There will be many many more with the same reason, either returning their dogs to rescue
Or
Giving up their dogs, to rescue, or, selling them on, that came from bybs, (as I hope all dogs from reputable breeders will be returned to them)
I don't mean to sound cruel in anyway, but this just shows how irresponsible, and selfish, many people have been in
'wanting an animal now!'
Rather than thinking long term and
'can i cope when I go back to work'
'can i afford doggy day care, or a walker to come in'
'Can I afford a behaviourist if s/he's developed coping problems, cos I've always been there'
'can i cope with a sentient being, relying on me, for the next 13 years or more'
And on and on

I'm glad your family is returning him to where he came from,
Rather than selling him to try and get your money back
But
I'm afraid all my sympathy lays with your dog
He's the one that suffers in all this 

Edit because feeder and breeder are two different things


----------



## Beepeear (May 21, 2016)

mrs phas said:


> There will be many many more with the same reason, either returning their dogs to rescue
> Or
> Giving up their dogs, to rescue, or, selling them on, that came from bybs, (as I hope all dogs from reputable feeders will be returned to them)
> I don't mean to sound cruel in anyway, but this just shows how irresponsible, and selfish, many people have been in
> ...


We were initially told that he was already house trained and could be left alone which is a big reason as to why we adopted him, but as we learned this wasn't exactly true, as I said I have got him to the point where he knows to go outside when he is being supervised but when he is alone he can't control himself.


----------



## Ian246 (Oct 27, 2018)

This is a sad story. Hopefully the dog will find a home for the long term.
What happened to your Pug?


----------



## Ian246 (Oct 27, 2018)

Beepeear said:


> We were initially told that he was already house trained and could be left alone which is a big reason as to why we adopted him, but as we learned this wasn't exactly true, as I said I have got him to the point where he knows to go outside when he is being supervised but when he is alone he can't control himself.

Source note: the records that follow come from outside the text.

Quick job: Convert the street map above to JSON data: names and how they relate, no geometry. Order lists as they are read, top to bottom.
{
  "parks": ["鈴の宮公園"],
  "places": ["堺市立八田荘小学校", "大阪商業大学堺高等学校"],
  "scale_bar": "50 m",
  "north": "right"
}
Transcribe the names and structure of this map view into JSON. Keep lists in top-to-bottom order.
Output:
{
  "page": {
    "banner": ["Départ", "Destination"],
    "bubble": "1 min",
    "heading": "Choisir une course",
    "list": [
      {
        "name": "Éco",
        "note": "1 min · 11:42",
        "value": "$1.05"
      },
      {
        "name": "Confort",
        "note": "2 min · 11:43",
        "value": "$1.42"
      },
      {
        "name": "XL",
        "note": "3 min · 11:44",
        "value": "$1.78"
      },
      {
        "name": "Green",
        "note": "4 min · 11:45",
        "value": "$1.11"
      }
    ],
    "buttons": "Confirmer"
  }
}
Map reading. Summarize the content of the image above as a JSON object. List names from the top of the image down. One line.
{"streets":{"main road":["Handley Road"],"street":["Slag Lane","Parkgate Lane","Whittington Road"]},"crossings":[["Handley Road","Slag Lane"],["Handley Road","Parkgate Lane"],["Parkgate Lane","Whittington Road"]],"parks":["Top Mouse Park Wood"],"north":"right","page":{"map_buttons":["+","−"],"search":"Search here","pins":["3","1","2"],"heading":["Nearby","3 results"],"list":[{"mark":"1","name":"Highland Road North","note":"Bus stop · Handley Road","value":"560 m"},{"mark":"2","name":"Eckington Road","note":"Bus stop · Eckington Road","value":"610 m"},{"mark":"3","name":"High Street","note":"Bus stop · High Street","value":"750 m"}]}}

Either way, it's not good to leave a dog on it's own for eight hours plus every day.


----------



## simplysardonic (Sep 1, 2009)

Will you be keeping your pug?


----------



## zidangus (Feb 20, 2021)

Beepeear said:


> So around November last year, my family decided to rescue a dog from a local rescue home.
> 
> At first he was extremely shy, wasn't house trained or anything as he had only been used for breeding and that's it.
> 
> ...


Could you not afford dog day care? It is an option for a lot of people who work 8 hours a day.


----------